Western Digital to lay off 2,500, close plants
Storage company Western Digital today joined the ranks of companies scaling back their workforces, announcing a cost restructuring that will involve a worldwide headcount reduction and closure of manufacturing facilities.
"We expect demand weakness to last well into the middle of the 2009 calendar year," John Coyne, president and CEO of WD said in a prepared statement. The company has seen increasingly competitive pricing from the likes of Hitachi and Seagate coupled with a decreased demand for hard drives overall. The projected revenue ceiling for the December quarter has dropped from $2.15 billion down to $1.8 billion.
Therefore, in the interest of cutting operating expenses, WD enacted a production freeze that will last from December 20 to January 1.

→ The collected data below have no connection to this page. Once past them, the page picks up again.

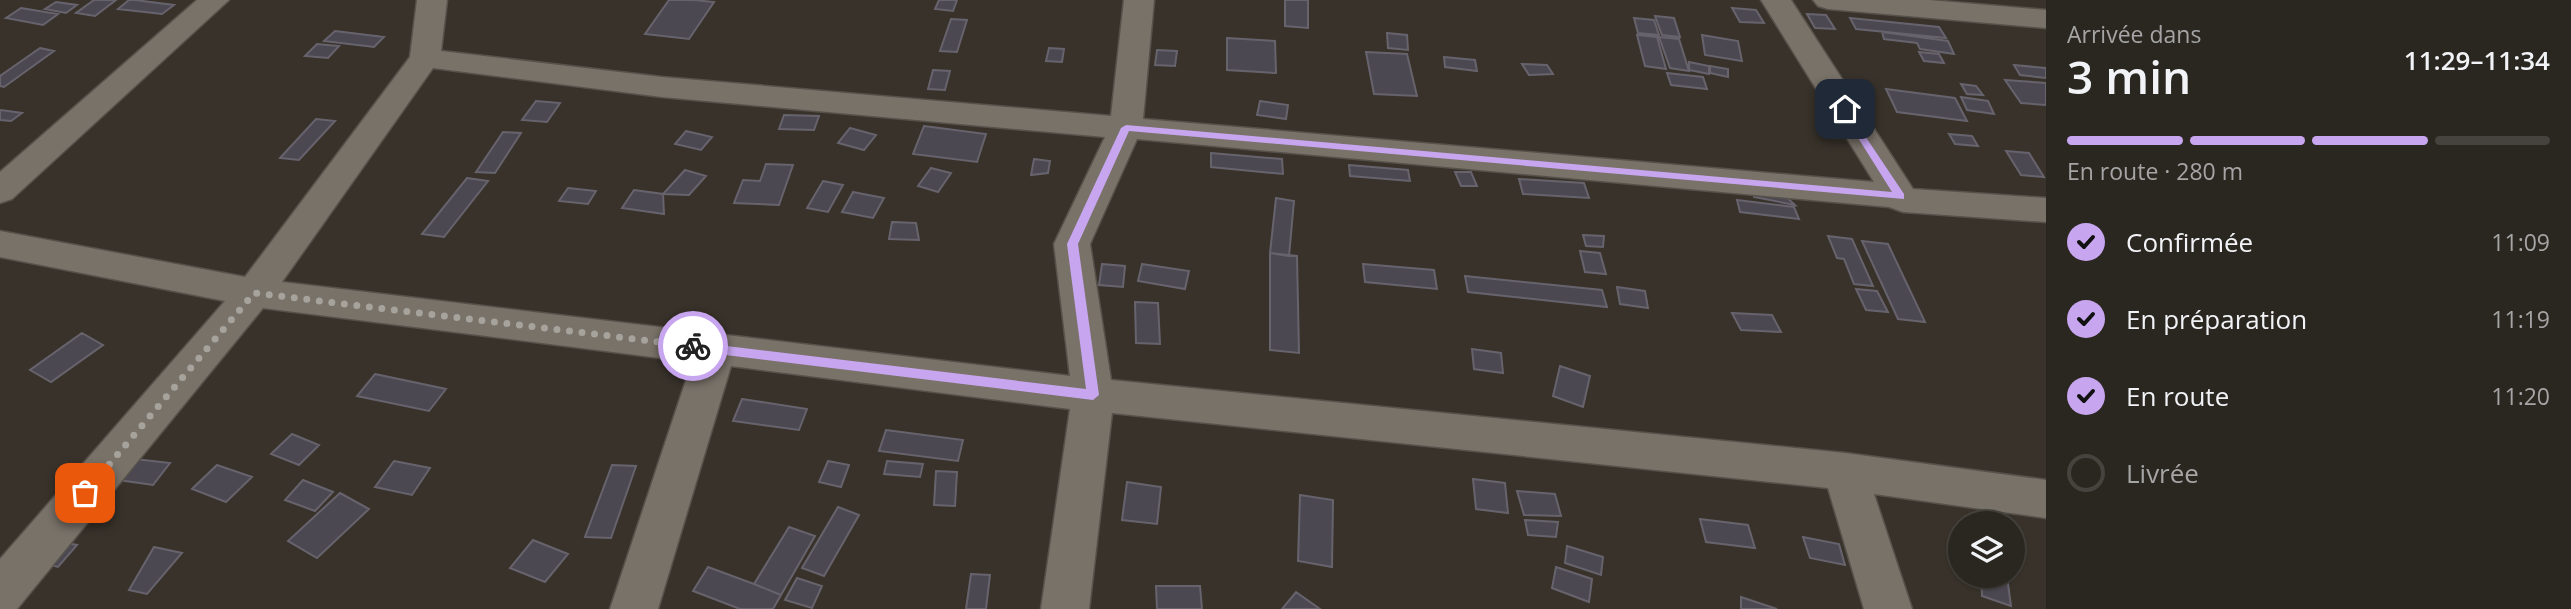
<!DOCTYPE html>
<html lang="fr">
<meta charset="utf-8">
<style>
body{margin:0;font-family:"Open Sans",sans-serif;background:#322e29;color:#f1f3f6;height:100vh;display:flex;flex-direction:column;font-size:26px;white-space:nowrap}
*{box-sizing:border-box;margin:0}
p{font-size:23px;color:#a5a5a5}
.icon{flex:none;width:38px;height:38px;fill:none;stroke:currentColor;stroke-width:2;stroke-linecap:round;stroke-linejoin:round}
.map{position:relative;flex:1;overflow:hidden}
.drawer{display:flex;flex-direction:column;background:#2a2620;width:525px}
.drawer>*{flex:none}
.tools{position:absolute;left:1948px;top:511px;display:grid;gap:14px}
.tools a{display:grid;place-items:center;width:77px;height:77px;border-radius:50%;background:#2a2620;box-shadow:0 2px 5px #0004,0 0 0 2px #46433e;font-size:35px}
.pin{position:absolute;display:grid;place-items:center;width:60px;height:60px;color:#fff;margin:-30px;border-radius:14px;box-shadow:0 4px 10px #0006}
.courier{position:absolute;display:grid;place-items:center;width:70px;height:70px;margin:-35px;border:5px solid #c7a6ef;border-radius:50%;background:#fff;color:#222;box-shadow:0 2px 9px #0007}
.head em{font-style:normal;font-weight:600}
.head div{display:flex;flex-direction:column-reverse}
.head{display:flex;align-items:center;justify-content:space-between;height:119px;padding:0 21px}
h1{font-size:46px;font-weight:600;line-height:52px}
.bar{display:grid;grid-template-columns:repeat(4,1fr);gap:10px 7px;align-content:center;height:84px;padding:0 21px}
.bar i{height:9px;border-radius:5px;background:#46433e}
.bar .on{background:#c7a6ef}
.bar p{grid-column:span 4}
ol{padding:0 21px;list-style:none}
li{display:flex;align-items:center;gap:21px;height:77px}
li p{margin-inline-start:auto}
li .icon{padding:7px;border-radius:50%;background:#c7a6ef;color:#111;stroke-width:4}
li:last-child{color:#a5a5a5}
li i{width:38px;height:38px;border:4px solid #46433e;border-radius:50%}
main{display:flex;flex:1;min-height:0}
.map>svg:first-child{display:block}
.building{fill:#4c4852;stroke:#67636d;stroke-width:2}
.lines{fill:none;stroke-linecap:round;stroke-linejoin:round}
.minor-casing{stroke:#56514a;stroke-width:3}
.minor{fill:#797269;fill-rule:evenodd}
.route{fill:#c7a6ef}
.done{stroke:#a6a29c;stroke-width:7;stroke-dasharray:0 12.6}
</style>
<main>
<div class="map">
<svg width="2046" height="609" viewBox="0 0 2046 609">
<rect width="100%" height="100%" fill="#38322a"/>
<path class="building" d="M94,0H116L95,16L76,13Z
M129,0H135L174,5L162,14L118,9Z
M669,0H694L714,2L689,39L645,34Z
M939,0H957L953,11L935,9Z
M1285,0H1308V28L1285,26Z
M56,2L77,5L66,13L45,9Z
M21,8L58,14L43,25L6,18Z
M1732,8L1756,10L1764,23L1740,22Z
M1807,14L1826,15L1835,29L1815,28Z
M1655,16L1674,18L1680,37L1662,35Z
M1634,18L1654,20L1659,35L1638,33Z
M1850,18L1939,27L1946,38L1856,29Z
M951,19L967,20L957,52L940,51Z
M335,31L384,37L374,47L324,41Z
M1882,32L1948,41L1954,54L1920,49L1917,43L1884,39Z
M1387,33L1407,35L1408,50L1388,48Z
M1637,35L1657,37L1666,69L1645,66Z
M1702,35L1738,41L1742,61L1705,55Z
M1659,37L1679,39L1689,71L1670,68Z
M1227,38L1275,41L1276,73L1227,70Z
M317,44L339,46L328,58L305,56Z
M40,48L54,51L4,87L0,86V76Z
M1049,48L1064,49L1062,62L1046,61Z
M1157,50L1177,51L1175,66L1155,65Z
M1366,52L1407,54L1417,96L1374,94Z
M1919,52L1939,54L1944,63L1924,61Z
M1444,57L1475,60L1477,71L1445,67Z
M1689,62L1709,66V74L1689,70Z
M1522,64L1547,65L1553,74L1529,75Z
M2014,65L2046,68V78L2020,75Z
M1710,66L1728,69V77L1710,73Z
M933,70L950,71L945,90L928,89Z
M1667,73L1703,77L1707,89L1671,85Z
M2005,80L2046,83V105L2021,103Z
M1961,84L1976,86L1983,95L1967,94Z
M1886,89L1955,98L1967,121L1897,112Z
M1961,97L1988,101L1994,114L1967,110Z
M536,101L560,103L547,122L522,120Z
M1260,101L1288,105L1286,119L1257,115Z
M0,111L1,110L22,113L11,121L0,120Z
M784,115L819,116L814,130L779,129Z
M316,119L335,121L299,160L280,158Z
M924,126L986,134L977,162L913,154Z
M850,128L876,135L864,150L838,143Z
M686,131L712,137L701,150L675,144Z
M503,132L521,133L495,173L476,172Z
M1949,134L1972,136L1978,146L1955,144Z
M2006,151L2029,153L2044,177L2021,175Z
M1211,153L1282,159L1283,174L1211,167Z
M1034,159L1050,161L1048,173L1031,175Z
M766,164L793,165L779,205L734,203L743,180L760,181Z
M1349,165L1408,170L1410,181L1350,176Z
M931,168L951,173L938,192L918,186Z
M685,170L706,176L689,195L663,194Z
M1455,172H1471L1477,186H1461Z
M467,178L488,181L444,237L422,234Z
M1519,179L1584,183L1589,198L1523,194Z
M823,181L843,185L828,212L807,208Z
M568,188L596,191L588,204L559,201Z
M1755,189L1781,192L1795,205L1754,197Z
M634,190L663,194L664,214L622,208Z
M853,192L884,198L873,218L842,212Z
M1276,198L1294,201L1289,256L1270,253Z
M1737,200L1794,207L1799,219L1740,212Z
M892,222L916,223L919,240L889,239Z
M1583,235L1604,236L1603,247L1586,246Z
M1828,236L1852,239L1873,286L1854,284L1844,259L1837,258Z
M1862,241L1888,244L1925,322L1898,319Z
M1580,251L1600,253L1606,274L1585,272Z
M1270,253L1297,256L1299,353L1270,350Z
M1102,264L1125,266L1123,287L1099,285Z
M1142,264L1189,271L1185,289L1138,281Z
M1363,264L1434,270L1437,289L1365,282Z
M1465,276L1602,290L1607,307L1468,292Z
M1617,287L1645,291L1648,308L1620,304Z
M1856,289L1877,291L1888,312L1866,310Z
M1135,302L1158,303L1160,344L1136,343Z
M1732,313L1772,315L1781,332L1741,330Z
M82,333L103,345L51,382L30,370Z
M1472,349L1501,353L1503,373L1474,369Z
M1560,366L1590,376L1583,407L1553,396Z
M375,374L446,389L429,411L357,396Z
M742,399L807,409L799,430L733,421Z
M886,430L963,440L958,461L879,451Z
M292,434L319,445L299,465L271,454Z
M135,459L170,463L153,485L118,480Z
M394,461L430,468L412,495L375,487Z
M828,461L849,465L841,487L819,482Z
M887,461L923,464L920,477L884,474Z
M217,465L252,477L226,502L192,489Z
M612,465L636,466L611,538L585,537Z
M936,471L957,472L955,506L934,505Z
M1473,479L1505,483L1508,513L1476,509Z
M303,480L333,492L315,511L285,500Z
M1127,482L1161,487L1157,524L1122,520Z
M1517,491L1555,494L1561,516L1524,515Z
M340,493L369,509L317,558L288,541Z
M1300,495L1333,500L1332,567L1298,561Z
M838,507L859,515L824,576L802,568Z
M1700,519L1748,525L1755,548L1706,542Z
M1525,520L1558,522L1556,537L1528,535Z
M789,527L815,536L781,595L754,584Z
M1803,537L1839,544L1845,565L1810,558Z
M533,540L568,554L545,582L510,568Z
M56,541L77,545L58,567L38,562Z
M1567,546L1603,557L1601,575L1565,563Z
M154,547L182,553L147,594L129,590Z
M708,567L754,584L781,595L773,609H740L693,591Z
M1556,567L1592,579L1589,602L1552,588Z
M971,574L990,575L986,609H966Z
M1981,576H2007L2011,606L1982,596Z
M797,578L822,586L812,608L785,600Z
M1156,586H1200L1202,609H1157Z
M1296,592L1320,609H1282Z
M1741,597L1777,609H1741Z"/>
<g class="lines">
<defs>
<path id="minor" d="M197,0H229L12,199L0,203V172Z
M417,0H447L441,51L662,77L1111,116L1124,0H1154L1143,119L1874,182L1761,0H1791L1913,189L2046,198V222L1903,212L1889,207L1137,139L1090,244L1111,380L1845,453L2046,480V518L1874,494L1912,609H1864L1828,488L1112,413L1089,609H1041L1070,409L731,366L658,609H610L692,362L263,308L17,609H0V559L225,301L0,257V231L245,277L410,57ZM433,68L662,97L1105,137L1054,244L1070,376L282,282Z
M1813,0H1929L2046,10V28L1828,9L1818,6Z"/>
</defs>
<use href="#minor" class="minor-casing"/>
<use href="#minor" class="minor"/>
</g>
<path class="route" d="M1845,106L1904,194V199L1129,131L1078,244L1099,395L1093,400L693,351L687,346L693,342L1086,389L1067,244L1121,128L1126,125L1892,192L1840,109Z"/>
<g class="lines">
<path class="done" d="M85,493L254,293L693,346"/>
</g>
</svg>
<div class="tools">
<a><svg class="icon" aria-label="layers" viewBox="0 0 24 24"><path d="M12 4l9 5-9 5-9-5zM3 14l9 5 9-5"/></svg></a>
</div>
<div class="pin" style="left:85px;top:493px;background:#ea580c"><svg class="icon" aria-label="bag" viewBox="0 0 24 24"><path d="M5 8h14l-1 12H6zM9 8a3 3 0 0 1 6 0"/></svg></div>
<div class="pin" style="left:1845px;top:109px;background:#1f2937"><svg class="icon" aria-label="home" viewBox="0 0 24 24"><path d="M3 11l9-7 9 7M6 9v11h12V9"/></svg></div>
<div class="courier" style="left:693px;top:346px"><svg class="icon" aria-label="bike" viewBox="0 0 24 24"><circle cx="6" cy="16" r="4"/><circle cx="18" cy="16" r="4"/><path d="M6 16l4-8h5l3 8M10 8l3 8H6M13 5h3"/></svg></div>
</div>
<section class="drawer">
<div class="head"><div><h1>3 min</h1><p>Arrivée dans</p></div><em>11:29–11:34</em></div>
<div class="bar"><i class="on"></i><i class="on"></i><i class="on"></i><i></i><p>En route · 280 m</p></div>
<ol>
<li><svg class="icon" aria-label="check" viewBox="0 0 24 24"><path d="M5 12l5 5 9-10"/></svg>Confirmée<p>11:09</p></li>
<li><svg class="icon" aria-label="check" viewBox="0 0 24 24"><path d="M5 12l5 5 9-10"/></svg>En préparation<p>11:19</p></li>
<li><svg class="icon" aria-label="check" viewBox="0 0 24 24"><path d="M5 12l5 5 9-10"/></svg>En route<p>11:20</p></li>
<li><i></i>Livrée</li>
</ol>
</section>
</main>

This is, of course, a short term solution. For the long term, it looks like most of WD's employees will be affected. Bonuses for executives, senior management and the board of directors will be cut back, hourly employees' schedules will be cut back 20%, and capital spending will be reduced by about $250 million.
Approximately 2,500 employees will be laid off in this cost-cutting plan, amounting to 5% of WD's total workforce. The company will also be closing one of its three hard drive manufacturing plants in Thailand, and either close or sell one of its media substrate factories in Malaysia.
WD anticipates the cutbacks will save $150 million in annual operating costs.